Magico Q7 Mk II Loudspeaker

High-end audio has a long history of manufacturers refining their existing products and then applying the “Mk II” designation. Given that high-end audio designers are perfectionists by nature, it’s understandable that they will revisit a design and try to make it better. Usually, the product’s basic platform stays the same while the implementation and parts quality are upgraded. In my experience, Mk II versions tinker at the margins of a product’s sound, but do not fundamentally change it. The product’s sonic character is still apparent, with perhaps a little more transparency, lower noise, smoother timbre, or other such incremental advances.

The new Mk II version of Magico’s Q7 loudspeaker is not one of these products. Yes, the changes appear to be minor; nonetheless, the Mk II takes the Q7’s sonic character in a new and unexpected direction. The Mk II updates, surprisingly, allow a very different listening experience to unfold.

In my review of the Q7 in the January 2013 issue, I concluded that Magico’s flagship was “the single most impressive product—in any category—in my 23 years of full-time reviewing.” Nothing in the intervening two-and-a-half years has changed that opinion. To recap, the Q7 is a four-way, five-driver dynamic loudspeaker in a sealed enclosure. The drivers are all custom built specifically for the Q7, including the dual 12″ woofers, 10″ mid/bass driver, 6″ midrange, and 1″ beryllium dome tweeter. The drivers’ motor structures are extremely sophisticated, and the diaphragms are made from a woven carbon-fiber material called Nano-tec. The enclosure is as heroic as the drivers; the 750-pound speaker is built from solid slabs of aluminum reinforced by an intricate three-axis aluminum bracing. Although the Q7 appears from the outside to be simply a scaled-up Q5, the Q7’s enclosure and driver technology are significantly more sophisticated. (See my review in Issue 229 for the technical details.)

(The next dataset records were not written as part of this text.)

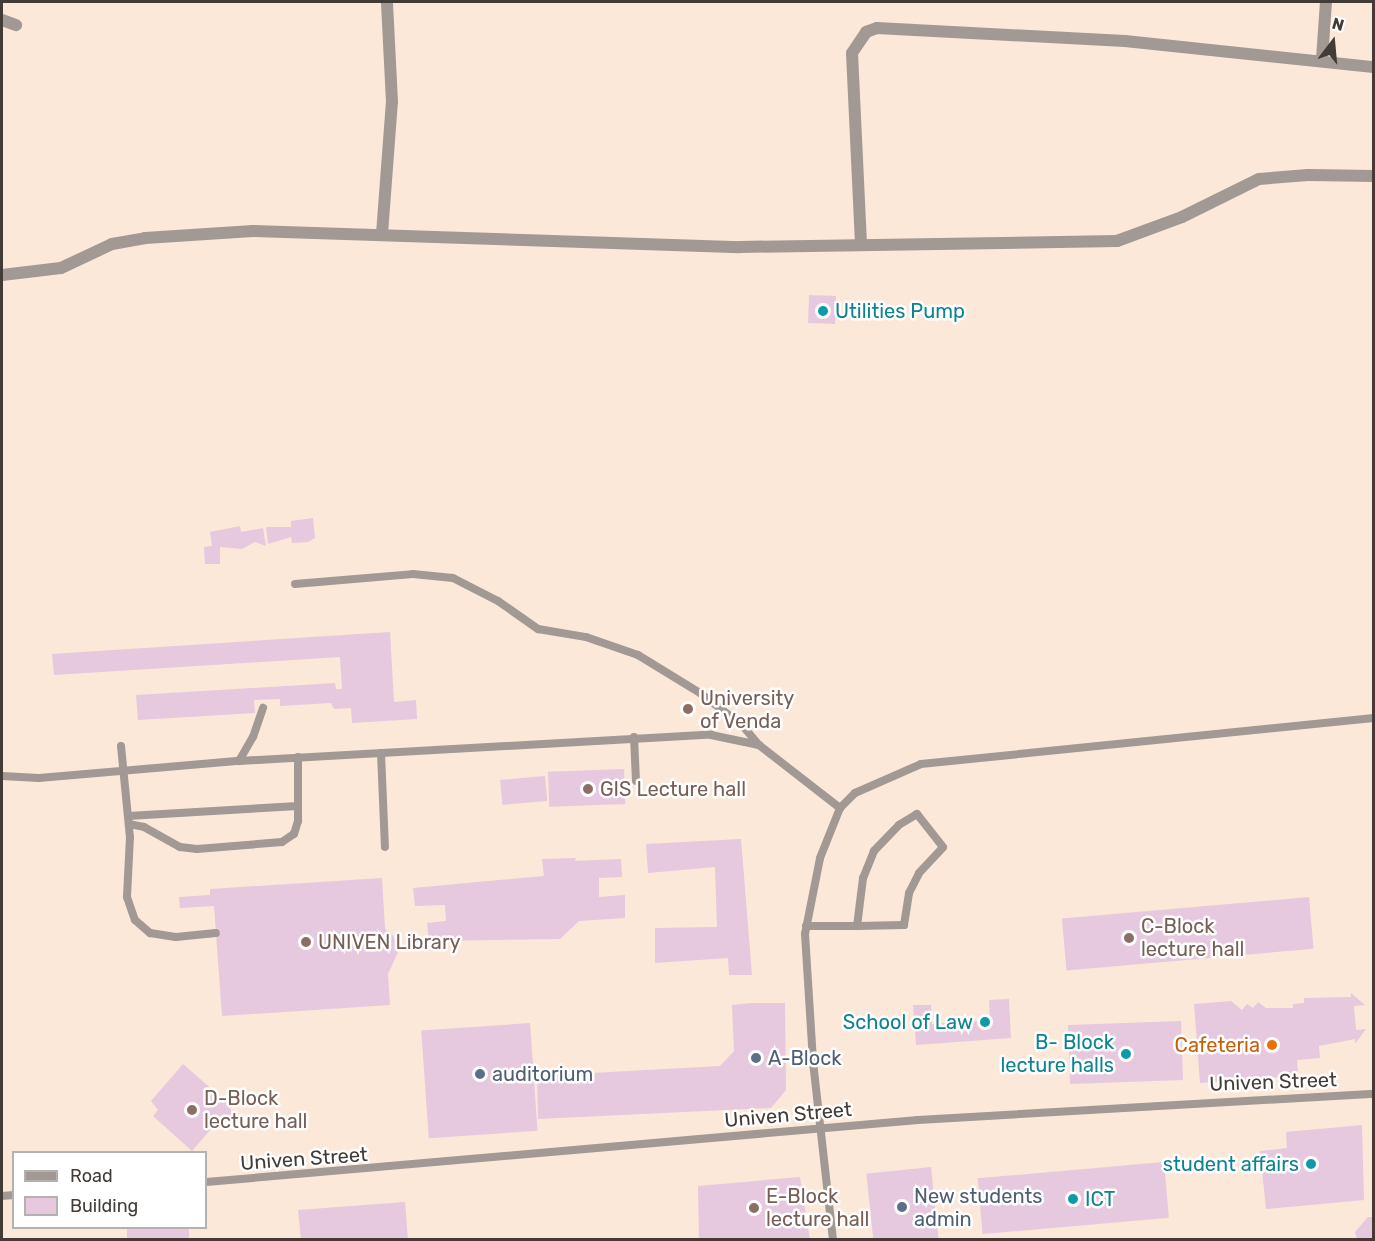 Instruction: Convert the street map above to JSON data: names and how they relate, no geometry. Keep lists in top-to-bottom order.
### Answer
{
  "streets": {
    "lane": ["Univen Street"]
  },
  "places": [
    "Utilities Pump",
    "University of Venda",
    "GIS Lecture hall",
    "C-Block lecture hall",
    "UNIVEN Library",
    "School of Law",
    "Cafeteria",
    "B- Block lecture halls",
    "A-Block",
    "auditorium",
    "D-Block lecture hall",
    "student affairs",
    "ICT",
    "New students admin",
    "E-Block lecture hall"
  ],
  "legend": ["Road", "Building"],
  "north": "top"
} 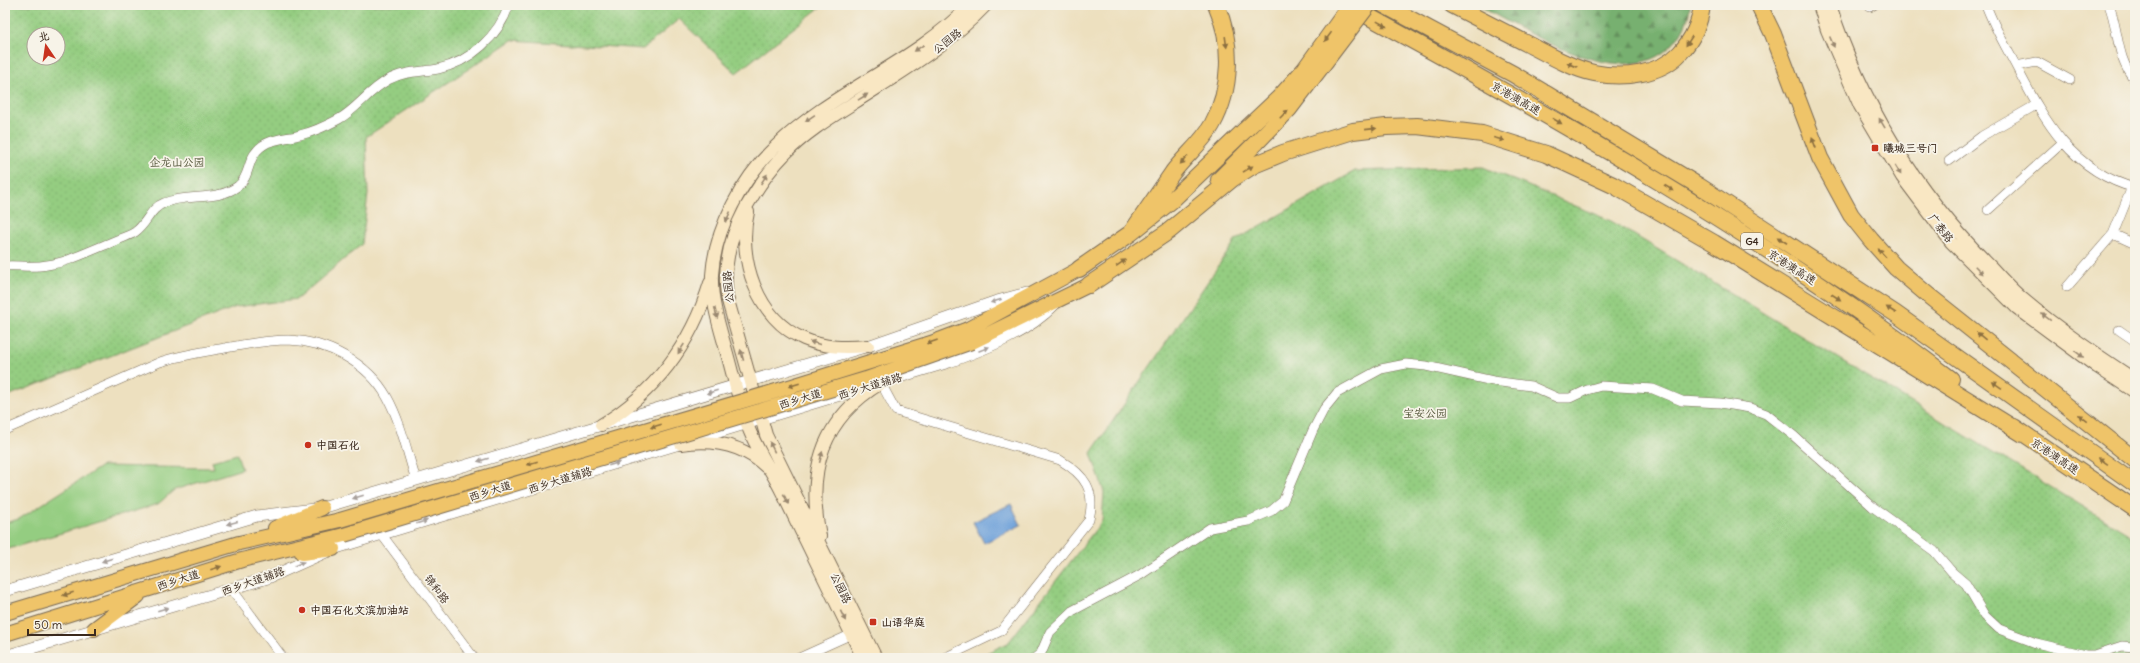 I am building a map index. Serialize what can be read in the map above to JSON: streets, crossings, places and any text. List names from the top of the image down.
{
  "streets": {
    "highway": ["京港澳高速", "G4"],
    "main road": ["公园路", "广泰路", "西乡大道"],
    "street": ["西乡大道辅路", "锦和路"]
  },
  "crossings": [
    ["公园路", "西乡大道辅路"],
    ["西乡大道辅路", "锦和路"]
  ],
  "parks": ["企龙山公园", "宝安公园"],
  "places": {
    "transit": ["曦城三号门", "山语华庭"],
    "other": ["中国石化", "中国石化文滨加油站"]
  },
  "scale_bar": "50 m",
  "north": "top"
} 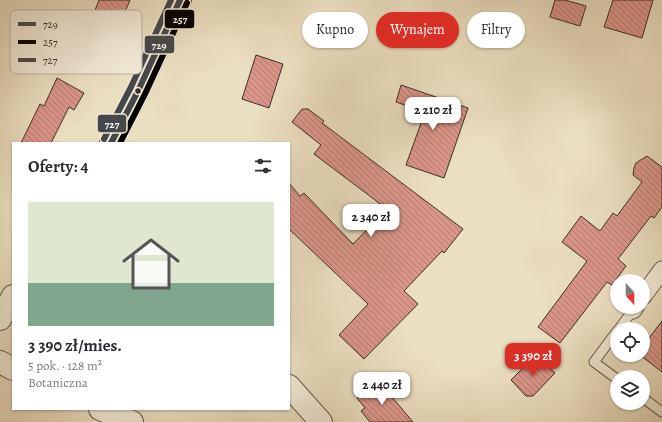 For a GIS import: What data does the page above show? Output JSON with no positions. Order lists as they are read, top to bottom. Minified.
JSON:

 So how can such a tour de force in loudspeaker design be improved? On paper, the Q7 Mk II appears to be a minor update rather than a major overhaul. The “only” differences in the Mk II are a new midrange driver diaphragm, a new tweeter, and a revised crossover. That’s it. The price has increased from $185,000 to $229,000. Q7 owners can upgrade for $44,000, exactly the price difference between the models.

Let’s look at the upgrade in detail. The midrange diaphragm, which had been made from Magico’s carbon-fiber-based Nano-tec material, has been replaced with a different carbon-based material. This new and highly advanced material is 30 percent lighter than Nano-tec, yet is 300 percent stiffer. The combination of lightness and stiffness is the Holy Grail of driver design; the lightness allows the diaphragm to start and stop quickly by virtue of its low mass, and the stiffness prevents the diaphragm from flexing (and thus introducing distortion) under the stress of being driven by a voice coil attached to it near the diaphragm’s center. A light diaphragm can also provide superior low-level resolution; music’s very fine details are not obscured by the diaphragm’s inertia. Think about the very low-level components of an audio signal—the most delicate musical details of timbre, microdynamics, and ambience—applied to two drivers, one of them with a high-mass diaphragm and a stiff surround material, and the second with a featherweight cone and very compliant surround. It’s easy to visualize how, with the high-mass cone, music’s very fine structure would fall below the driver’s ability to move in response to that signal. The driver’s mechanical structures set a threshold below which no information can be resolved. But the lighter the diaphragm, the more powerful and sophisticated the motor structure, and the more carefully designed the surround material and its shape, the lower that threshold becomes. The result is an increase in low-level detail. Moreover, lighter diaphragms more faithfully reproduce the leading-edge attack of transients, which translates to a greater sense of realism and better conveys microdynamic expression.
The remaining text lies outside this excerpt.